If you put configuration for

donquixote's picture

If you put configuration for my module into code and my module is not able to hook_update_N() it, then the entire system and idea of configuration in code blows up and turns into an epic #fail.

If we treat those files as a simple data storage with read + write, then update should just work.
The file will be parsed into a nested array structure, then updated, then stored to the file.

Unsupported manual hacks, comments, or a custom order of settings, might get lost in this process. That's the price.
As a consequence, we can not make config file editing something recommended.

Yes this is true, I am

heyrocker's picture

Yes this is true, I am assuming you don't manually update these files. If you do you're on your own.

Content VS Configuration What

donquixote's picture

Content VS Configuration

What if instead we just ask "specific to this site instance" vs "to be migrated and deployed all over the place" ?
This distinction would be less artificial, and illustrates that anything can be a candidate for migration..

entities or configuration

Gábor Hojtsy's picture

Entities or configuration sounds like it could be a really great thing. There are interesting cases though. How do you imagine re-implementing our menu structure? Is that going to be configuration or entities? A forum structure? (Currently that is made up of taxonomy terms and therefore entities). The multilingual initiative that I'm working on would really do well with a definition of a set of objects it needs to work with. If all it is going to be entities or configuration, our life there is much easier. If not, we need one-off implementations for whatever is not of these two.

There's been talk of making

catch's picture

There's been talk of making menu links entities - separating them out from the router system entirely.

That would then mean having to fit the router into the configuration system.

I think translation is a good

fago's picture

I think translation is a good example that separating content and configuration in 2 totally separate APIs creates extra-work for stuff that needs to be able to handle both. Instead of solving it once for our storage API, we might have to solve it twice.

multiples right now

Gábor Hojtsy's picture

Well, for translation, right now (D6, D7) we need to support dozens of different systems (think how your site name is saved, how your contact categories or aggregator feeds or field configuration is saved), while all these need translation and preferably in a unified but context sensitive UX. Now, if we can get down to just two different systems that need support, that is already leaps and bounds ahead of what we need to work with now :) Not that needing to support just one system would be even better. :)

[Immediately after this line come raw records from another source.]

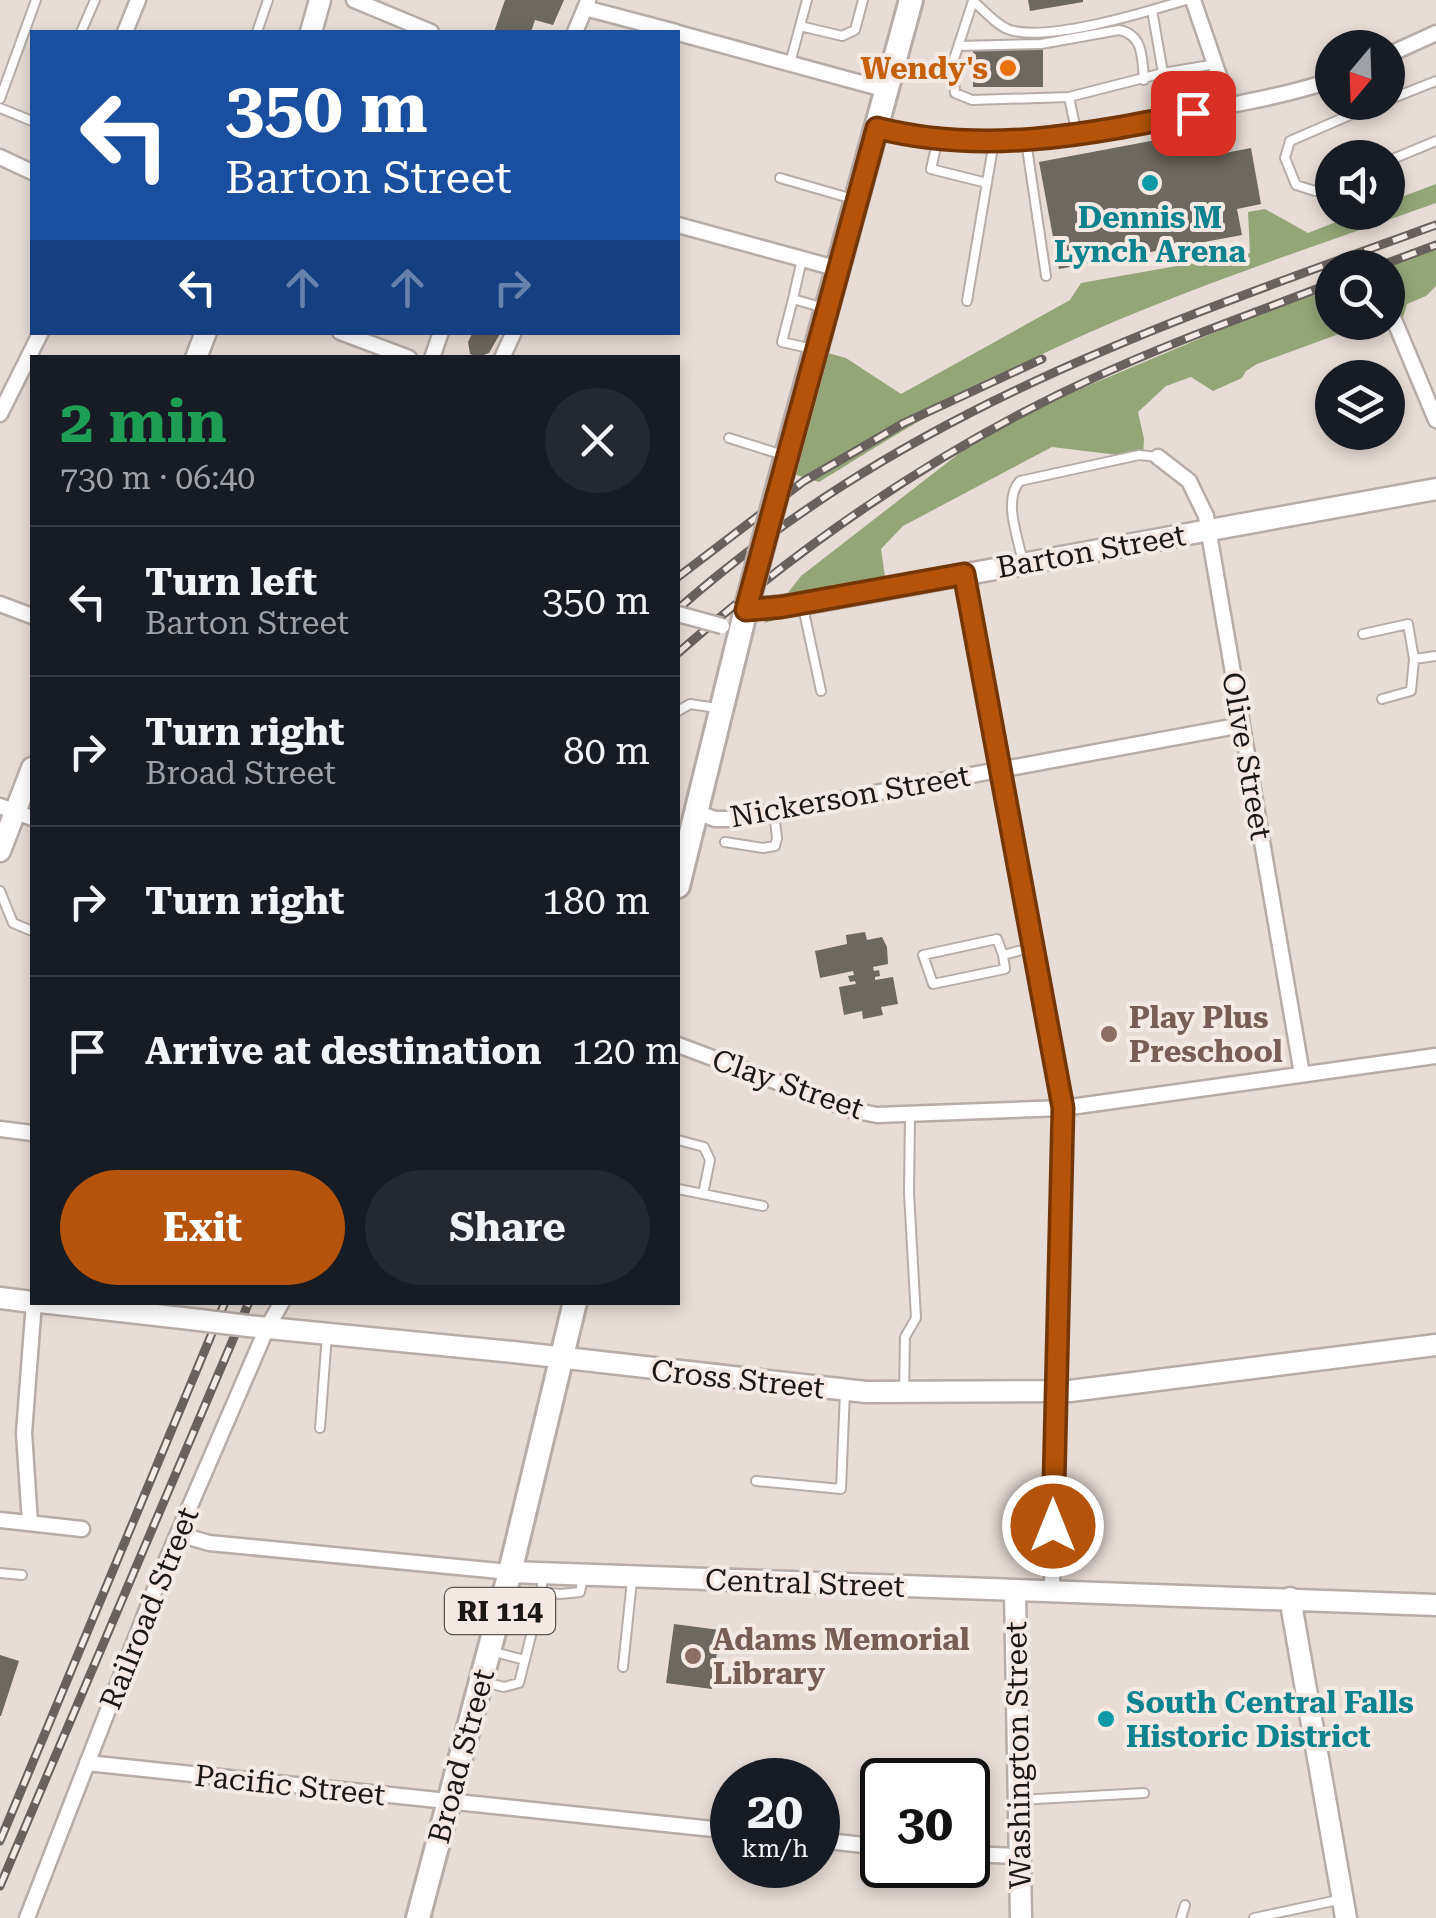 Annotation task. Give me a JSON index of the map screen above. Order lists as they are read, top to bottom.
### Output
{
  "streets": {
    "main road": [
      "Barton Street",
      "Cross Street",
      "Central Street",
      "RI 114",
      "Washington Street",
      "Broad Street"
    ],
    "street": [
      "Olive Street",
      "Nickerson Street",
      "Clay Street",
      "Railroad Street",
      "Pacific Street"
    ]
  },
  "crossings": [
    ["Barton Street", "Olive Street"],
    ["Olive Street", "Nickerson Street"],
    ["Olive Street", "Clay Street"],
    ["Cross Street", "Railroad Street"],
    ["Cross Street", "Broad Street"],
    ["Central Street", "Railroad Street"],
    ["Central Street", "Washington Street"],
    ["Central Street", "Broad Street"],
    ["Railroad Street", "Pacific Street"],
    ["Broad Street", "Pacific Street"]
  ],
  "places": [
    "Wendy's",
    "Dennis M Lynch Arena",
    "Play Plus Preschool",
    "Adams Memorial Library",
    "South Central Falls Historic District"
  ],
  "north": "bottom",
  "page": {
    "turn": ["350 m", "Barton Street"],
    "heading": ["2 min", "730 m · 06:40"],
    "list": [
      {
        "name": "Turn left",
        "note": "Barton Street",
        "value": "350 m"
      },
      {
        "name": "Turn right",
        "note": "Broad Street",
        "value": "80 m"
      },
      {
        "name": "Turn right",
        "value": "180 m"
      },
      {
        "name": "Arrive at destination",
        "value": "120 m"
      }
    ],
    "buttons": ["Exit", "Share"],
    "speed": "20 km/h",
    "limit": "30"
  }
}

now that I've been thinking more about this

Gábor Hojtsy's picture

Now that I've been thinking more about this, I'd like to throw my hand up for reusing fields as much as possible for the UI of configuration. Not sure how can a views UI be made with fields, but all the core configuration pieces I can imagine being done with fields. I've in fact wrote a big piece about how i18n needs to reimplement lots of fields (and where it does not re-implement it all, it misses crucial functionality), so if fields are not used for the configuration UI, we'll need to reimplement fields for them in contrib anyway :| http://groups.drupal.org/node/152929

Update: I've posted a better discussion piece at http://groups.drupal.org/node/154434 please follow up there.

Is it in the plans to load

indytechcook's picture

Is it in the plans to load the configuration based upon the context? My main beef about the variable system is that it's all loaded on every page request. Seems wasteful IMHO.

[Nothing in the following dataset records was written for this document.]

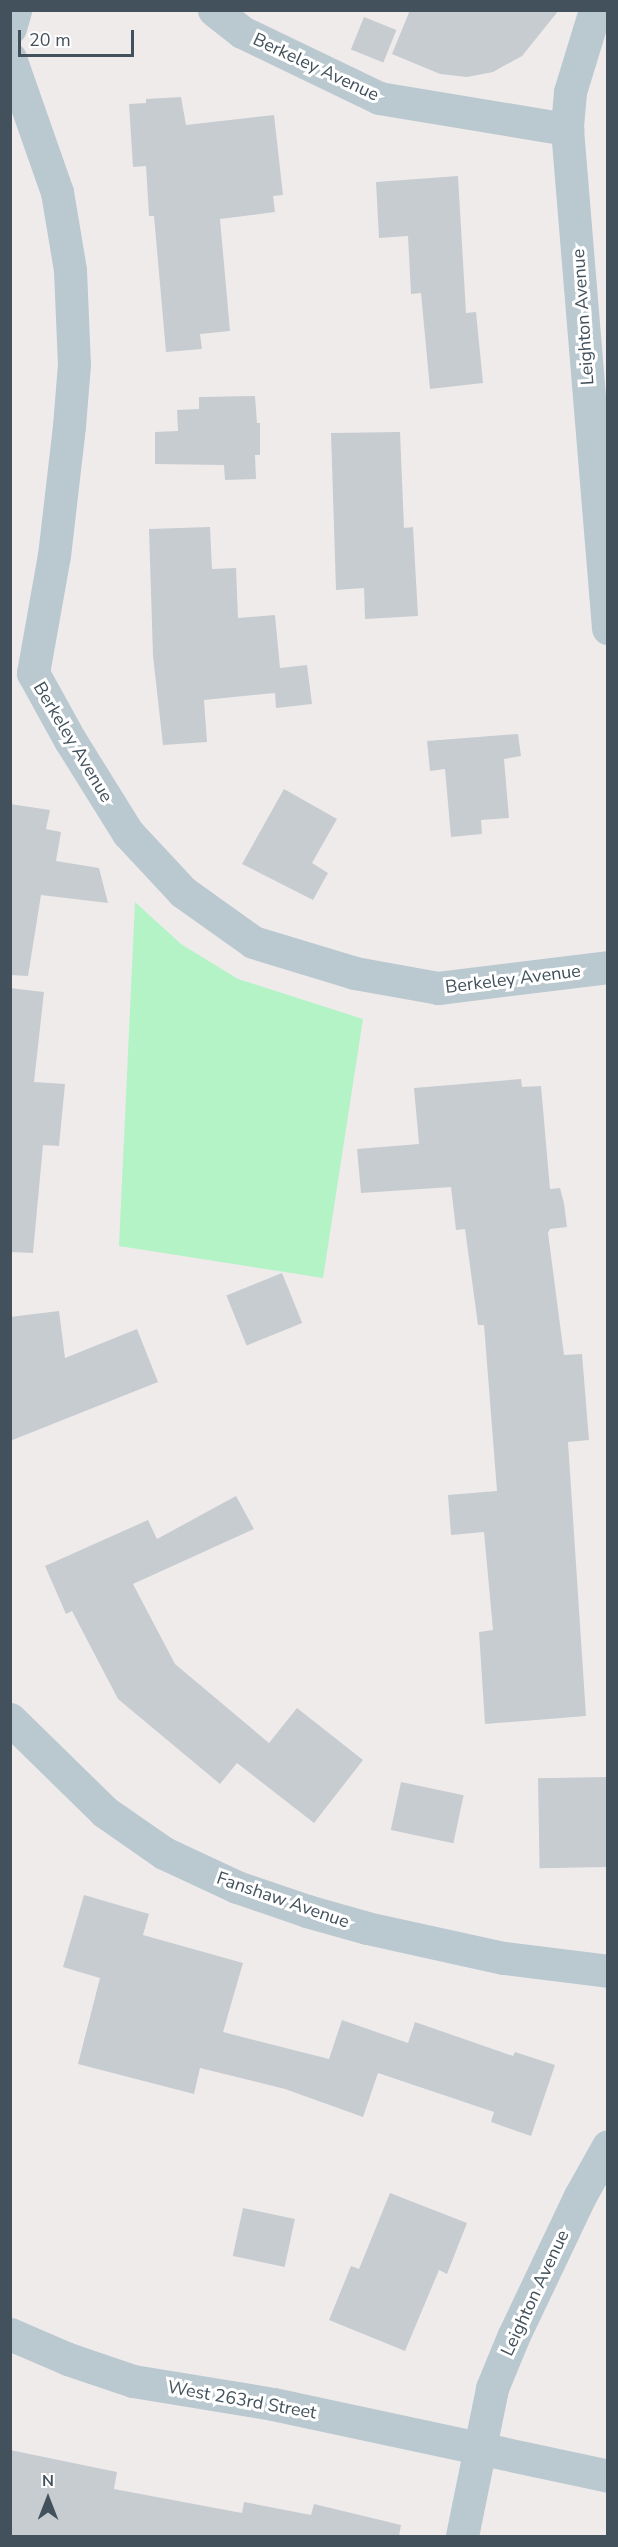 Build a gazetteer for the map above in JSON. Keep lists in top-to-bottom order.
{
  "streets": {
    "street": [
      "Berkeley Avenue",
      "Leighton Avenue",
      "Fanshaw Avenue",
      "West 263rd Street"
    ]
  },
  "crossings": [
    ["Berkeley Avenue", "Leighton Avenue"],
    ["Leighton Avenue", "West 263rd Street"]
  ],
  "scale_bar": "20 m",
  "north": "top"
} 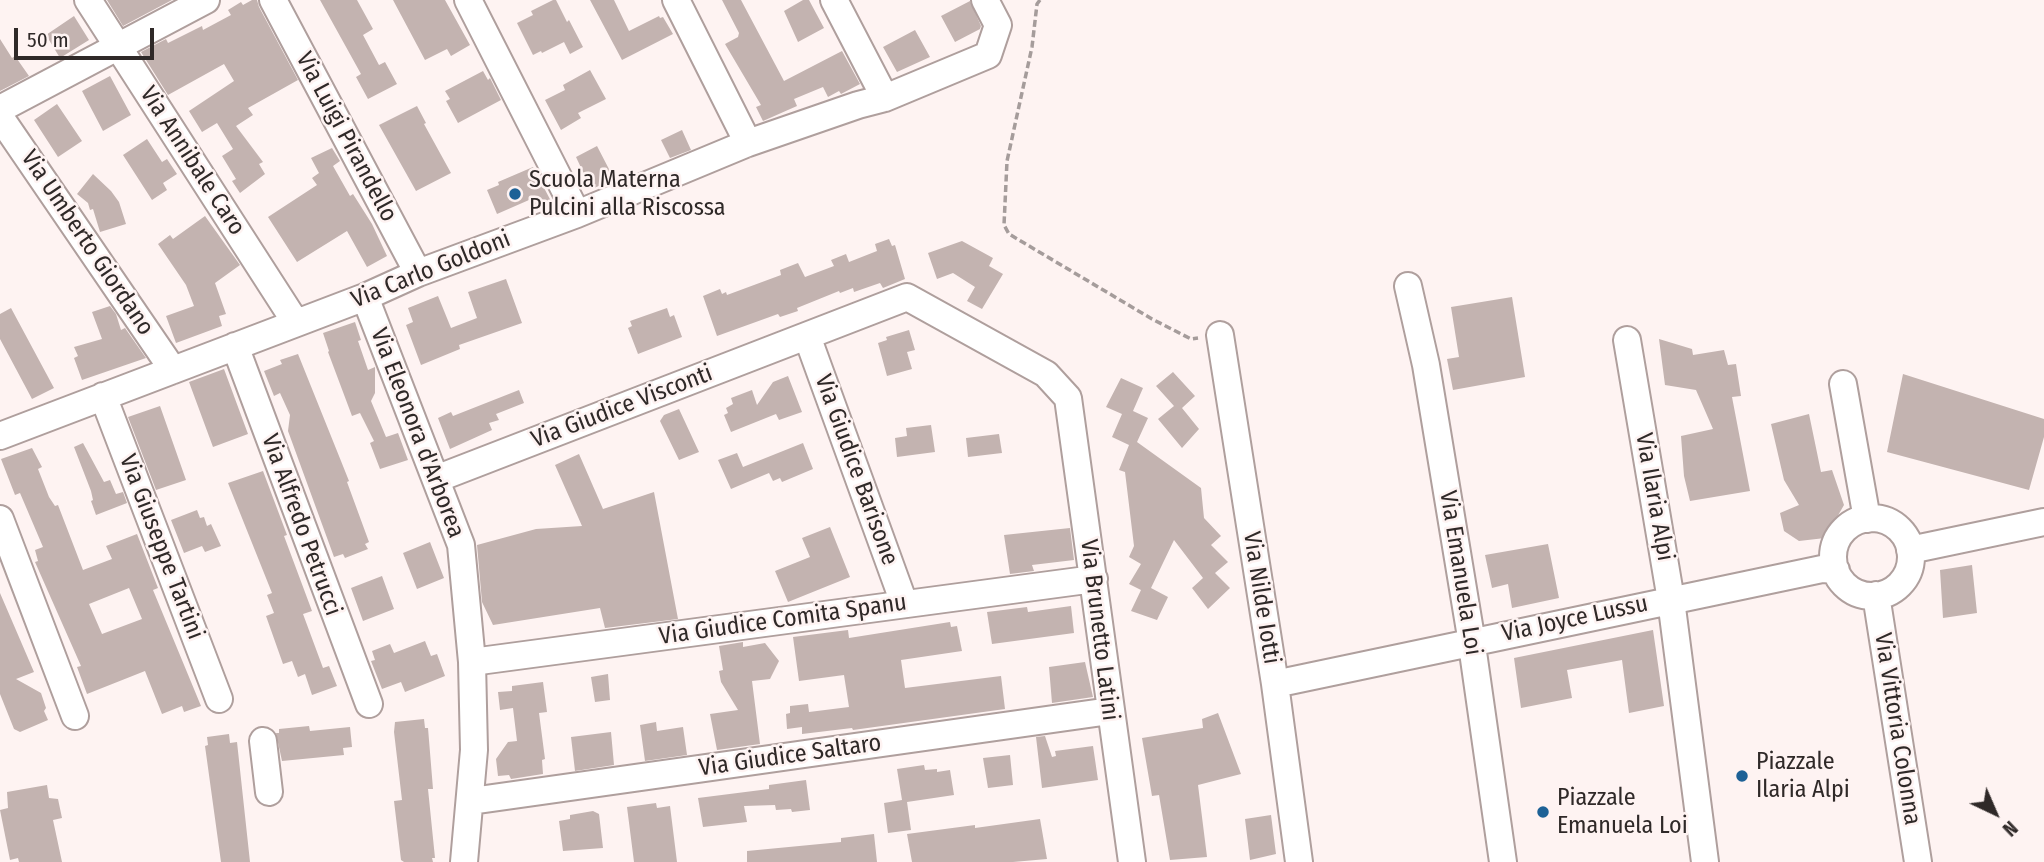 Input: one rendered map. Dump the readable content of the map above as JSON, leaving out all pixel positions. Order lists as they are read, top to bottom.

Also, It feels like people are sticking configuration into Entities due to the CRUD and other helpers provided by the entity module. Make the configuration a standard implementation with a plugable (not necessarily Larry's plugin system) storage mechanism seems like a huge win to me.

Whatever you do with your

pounard's picture

Whatever you do with your Drupal site, variables are what makes the site what it is. Loading variables on demand instead of loading the cached whole would probably a really bad idea, you'll always end-up by loading almost all of them whatever you do.

The idea of loading them per big business oriented chunks may sound a bit more delightful, it should nevertheless remain an optional and configurable behavior because overall variables usage will be totally different for each site.

Pierre.

Content and configuration

Damien Tournoud's picture

Are we back in content vs. configuration debate again? It's the best recipe for a debacle.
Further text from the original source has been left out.